Fabiana: And now that you mentioned COVID, and it’s a very very good example, in Portugal we have this kind of a situation where researchers where asking for access for COVID related data from patients and, there was this question where in a matter of national security or urgency the access to this kind of sensitive data should automatically be approved because, it’s a matter more important than the privacy of an individual.

Cat: There’s a gray area! I know this has come up a lot, there’s a gray area between where benefits the greater good or privacy. So, I mean, if you looked at it, if you could stop a disease from spreading if you knew someone had a disease and you could stop it from killing other people by knowing they had the disease, arguably it’s more important to know that they have it. I’m looking at not even COVID, but way back in time when people knew someone have the black plague right, but with COVID, I look at it and I get my laptop fixed so I had to go to the mall to do that and they took my temperature before I can even go in the store and it was enerving, it was weird, because I was standing in the middle of the mall and so if I’d had a fever and they turned me away anyone in that mall would have had that information so, from a privacy perspective I didn't love that, but at the same time it’s for the greater good of the people. Right now, workplaces are now sticking in thermometers, are like infrared, in order to get into the office in the morning you have to check your temperature so yeah there is a line where you can say, look this is, I appreciate that this is private information but it’s for the greater good and so understanding of course if someone has tested positive, is pretty crucial for the health and well-being of others if it’s. So there is definitely a line in there.

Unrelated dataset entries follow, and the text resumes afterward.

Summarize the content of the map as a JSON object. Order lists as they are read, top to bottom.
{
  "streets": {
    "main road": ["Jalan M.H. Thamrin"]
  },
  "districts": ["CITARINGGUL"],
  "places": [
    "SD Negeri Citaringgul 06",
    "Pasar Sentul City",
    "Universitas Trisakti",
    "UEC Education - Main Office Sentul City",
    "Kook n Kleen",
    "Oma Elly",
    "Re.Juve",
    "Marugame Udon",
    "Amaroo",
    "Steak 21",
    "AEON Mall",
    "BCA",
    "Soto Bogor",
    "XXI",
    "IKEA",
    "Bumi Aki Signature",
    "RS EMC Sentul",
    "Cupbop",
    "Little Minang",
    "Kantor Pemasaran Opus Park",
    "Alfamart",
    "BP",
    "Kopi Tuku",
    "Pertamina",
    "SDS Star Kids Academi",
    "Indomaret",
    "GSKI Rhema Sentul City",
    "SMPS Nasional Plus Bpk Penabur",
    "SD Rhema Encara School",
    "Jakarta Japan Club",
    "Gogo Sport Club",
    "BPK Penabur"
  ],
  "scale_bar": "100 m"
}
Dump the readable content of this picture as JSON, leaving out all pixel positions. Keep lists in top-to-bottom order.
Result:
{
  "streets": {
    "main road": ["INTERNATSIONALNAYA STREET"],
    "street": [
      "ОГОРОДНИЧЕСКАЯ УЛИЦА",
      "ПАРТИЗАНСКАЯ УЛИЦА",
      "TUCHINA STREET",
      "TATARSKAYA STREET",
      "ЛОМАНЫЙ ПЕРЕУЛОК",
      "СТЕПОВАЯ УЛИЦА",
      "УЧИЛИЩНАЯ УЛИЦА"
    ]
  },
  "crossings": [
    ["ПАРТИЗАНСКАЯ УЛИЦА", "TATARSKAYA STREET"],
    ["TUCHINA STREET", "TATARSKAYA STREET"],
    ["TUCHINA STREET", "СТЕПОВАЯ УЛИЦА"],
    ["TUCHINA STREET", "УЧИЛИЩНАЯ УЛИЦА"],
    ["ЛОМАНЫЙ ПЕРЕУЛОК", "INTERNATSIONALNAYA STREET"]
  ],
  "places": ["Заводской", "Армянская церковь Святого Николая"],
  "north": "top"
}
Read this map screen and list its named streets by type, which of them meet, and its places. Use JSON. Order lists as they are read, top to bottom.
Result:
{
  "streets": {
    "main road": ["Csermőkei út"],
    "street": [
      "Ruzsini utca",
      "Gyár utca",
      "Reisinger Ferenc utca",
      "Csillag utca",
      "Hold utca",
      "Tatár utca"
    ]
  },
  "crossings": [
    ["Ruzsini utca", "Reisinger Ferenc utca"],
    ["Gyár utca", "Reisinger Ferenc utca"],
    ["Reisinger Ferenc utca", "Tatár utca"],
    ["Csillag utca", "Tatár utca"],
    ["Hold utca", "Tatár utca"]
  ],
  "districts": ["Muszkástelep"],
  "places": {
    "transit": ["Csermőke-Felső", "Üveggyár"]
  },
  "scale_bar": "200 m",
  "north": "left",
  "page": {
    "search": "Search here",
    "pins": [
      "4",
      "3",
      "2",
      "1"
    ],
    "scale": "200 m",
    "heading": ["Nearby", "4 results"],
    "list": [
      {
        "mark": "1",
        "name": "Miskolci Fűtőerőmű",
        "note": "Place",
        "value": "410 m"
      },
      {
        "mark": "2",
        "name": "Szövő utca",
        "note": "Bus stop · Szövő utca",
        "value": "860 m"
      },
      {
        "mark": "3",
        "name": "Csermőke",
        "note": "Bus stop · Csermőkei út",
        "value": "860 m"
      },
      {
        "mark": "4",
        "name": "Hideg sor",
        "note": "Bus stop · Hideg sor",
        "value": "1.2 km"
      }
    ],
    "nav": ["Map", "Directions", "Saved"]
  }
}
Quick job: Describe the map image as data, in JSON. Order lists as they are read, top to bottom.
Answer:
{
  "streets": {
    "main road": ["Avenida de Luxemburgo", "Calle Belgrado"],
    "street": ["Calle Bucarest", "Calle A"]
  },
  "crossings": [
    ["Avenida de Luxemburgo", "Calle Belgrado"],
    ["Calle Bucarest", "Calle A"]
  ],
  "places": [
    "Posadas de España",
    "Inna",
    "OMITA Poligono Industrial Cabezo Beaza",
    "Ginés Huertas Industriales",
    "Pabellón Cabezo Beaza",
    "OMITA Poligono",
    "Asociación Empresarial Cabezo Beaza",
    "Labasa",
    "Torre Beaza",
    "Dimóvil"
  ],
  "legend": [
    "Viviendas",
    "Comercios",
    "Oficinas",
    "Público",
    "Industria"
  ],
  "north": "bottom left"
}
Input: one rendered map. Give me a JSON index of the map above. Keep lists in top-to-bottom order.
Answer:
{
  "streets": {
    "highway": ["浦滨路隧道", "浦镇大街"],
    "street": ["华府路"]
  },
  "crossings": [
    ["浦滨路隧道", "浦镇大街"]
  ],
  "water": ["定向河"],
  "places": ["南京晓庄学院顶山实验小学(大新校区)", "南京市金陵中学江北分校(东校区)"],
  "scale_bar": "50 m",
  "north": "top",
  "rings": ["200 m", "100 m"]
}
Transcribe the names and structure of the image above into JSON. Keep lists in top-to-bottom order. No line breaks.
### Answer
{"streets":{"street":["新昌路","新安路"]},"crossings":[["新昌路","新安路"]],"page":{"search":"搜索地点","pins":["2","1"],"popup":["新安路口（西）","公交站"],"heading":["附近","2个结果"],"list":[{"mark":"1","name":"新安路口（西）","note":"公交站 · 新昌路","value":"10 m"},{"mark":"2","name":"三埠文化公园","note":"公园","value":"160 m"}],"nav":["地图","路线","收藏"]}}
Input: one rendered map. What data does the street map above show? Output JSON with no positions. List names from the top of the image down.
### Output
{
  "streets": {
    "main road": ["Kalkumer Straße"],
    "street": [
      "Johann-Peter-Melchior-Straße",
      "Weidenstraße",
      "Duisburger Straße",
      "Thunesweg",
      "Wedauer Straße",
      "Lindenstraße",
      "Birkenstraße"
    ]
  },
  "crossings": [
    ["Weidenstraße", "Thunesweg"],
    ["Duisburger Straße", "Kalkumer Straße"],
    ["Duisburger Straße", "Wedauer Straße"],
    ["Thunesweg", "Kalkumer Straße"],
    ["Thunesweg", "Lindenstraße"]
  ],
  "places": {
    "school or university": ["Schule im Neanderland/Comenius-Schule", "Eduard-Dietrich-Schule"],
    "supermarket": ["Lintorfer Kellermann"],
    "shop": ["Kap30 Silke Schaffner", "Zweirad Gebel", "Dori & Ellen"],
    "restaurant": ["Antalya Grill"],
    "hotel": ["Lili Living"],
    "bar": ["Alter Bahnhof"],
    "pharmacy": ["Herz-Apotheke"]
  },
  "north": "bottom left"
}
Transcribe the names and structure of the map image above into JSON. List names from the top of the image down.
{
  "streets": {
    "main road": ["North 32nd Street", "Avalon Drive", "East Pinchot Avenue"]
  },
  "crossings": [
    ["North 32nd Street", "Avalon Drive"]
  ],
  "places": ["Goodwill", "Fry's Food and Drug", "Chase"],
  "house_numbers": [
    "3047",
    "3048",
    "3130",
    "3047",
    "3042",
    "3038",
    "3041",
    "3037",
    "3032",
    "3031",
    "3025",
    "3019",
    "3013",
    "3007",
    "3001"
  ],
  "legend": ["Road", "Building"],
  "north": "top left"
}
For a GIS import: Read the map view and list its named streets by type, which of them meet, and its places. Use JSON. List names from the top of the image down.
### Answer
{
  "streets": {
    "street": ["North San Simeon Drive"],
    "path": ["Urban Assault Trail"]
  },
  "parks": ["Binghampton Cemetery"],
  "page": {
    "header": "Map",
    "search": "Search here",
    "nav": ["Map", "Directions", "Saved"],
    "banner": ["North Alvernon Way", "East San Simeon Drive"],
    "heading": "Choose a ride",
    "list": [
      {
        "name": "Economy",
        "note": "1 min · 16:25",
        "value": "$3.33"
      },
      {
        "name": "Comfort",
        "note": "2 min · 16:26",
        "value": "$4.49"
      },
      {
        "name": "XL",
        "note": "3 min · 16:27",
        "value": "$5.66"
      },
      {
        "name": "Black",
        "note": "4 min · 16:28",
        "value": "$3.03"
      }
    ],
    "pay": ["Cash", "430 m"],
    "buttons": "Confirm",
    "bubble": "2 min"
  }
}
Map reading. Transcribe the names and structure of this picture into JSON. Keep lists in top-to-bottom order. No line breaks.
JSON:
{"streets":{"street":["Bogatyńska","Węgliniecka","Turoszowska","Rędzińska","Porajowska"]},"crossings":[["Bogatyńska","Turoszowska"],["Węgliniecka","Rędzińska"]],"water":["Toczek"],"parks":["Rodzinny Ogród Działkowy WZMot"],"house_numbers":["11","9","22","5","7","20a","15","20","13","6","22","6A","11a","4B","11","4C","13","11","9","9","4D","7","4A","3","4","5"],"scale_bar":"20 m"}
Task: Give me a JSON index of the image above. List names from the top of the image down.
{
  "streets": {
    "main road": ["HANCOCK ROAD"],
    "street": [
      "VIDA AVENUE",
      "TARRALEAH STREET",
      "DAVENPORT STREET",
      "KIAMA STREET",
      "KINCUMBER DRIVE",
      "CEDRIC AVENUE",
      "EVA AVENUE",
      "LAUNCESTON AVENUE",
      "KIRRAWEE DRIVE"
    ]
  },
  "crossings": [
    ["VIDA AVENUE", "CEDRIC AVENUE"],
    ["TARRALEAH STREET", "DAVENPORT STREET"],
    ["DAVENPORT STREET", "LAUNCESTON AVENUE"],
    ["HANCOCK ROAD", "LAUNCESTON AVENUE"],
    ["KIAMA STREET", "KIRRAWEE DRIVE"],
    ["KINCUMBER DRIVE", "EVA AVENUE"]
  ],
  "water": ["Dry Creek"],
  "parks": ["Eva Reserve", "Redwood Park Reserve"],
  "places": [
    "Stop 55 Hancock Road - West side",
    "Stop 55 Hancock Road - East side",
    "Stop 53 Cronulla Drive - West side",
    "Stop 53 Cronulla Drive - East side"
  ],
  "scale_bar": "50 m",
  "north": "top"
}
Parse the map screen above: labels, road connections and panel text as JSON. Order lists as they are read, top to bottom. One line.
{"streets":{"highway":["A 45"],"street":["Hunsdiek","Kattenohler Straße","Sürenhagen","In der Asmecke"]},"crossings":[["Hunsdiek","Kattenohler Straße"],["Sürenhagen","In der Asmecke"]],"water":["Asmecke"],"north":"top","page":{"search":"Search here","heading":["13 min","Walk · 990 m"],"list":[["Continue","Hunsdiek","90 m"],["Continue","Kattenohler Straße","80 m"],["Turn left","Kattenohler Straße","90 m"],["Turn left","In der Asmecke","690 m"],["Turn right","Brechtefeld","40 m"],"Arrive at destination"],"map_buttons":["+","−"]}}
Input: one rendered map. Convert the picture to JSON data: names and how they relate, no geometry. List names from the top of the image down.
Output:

There are numerous lawyers that have written really good articles, so if you’re in a position with your company where you’re like I don’t know where this line is and I need to cross it or not cross it, and there’s some really great outline, sort of when you can publicly disclose information in relation to this kind of thing and when you need to keep it private. So, if an employee calls and says I’ve got COVID, I’m not coming in, do you tell everyone else in the office, why that person is not there, or do you have to protect their privacy and not tell anyone why they’re not there?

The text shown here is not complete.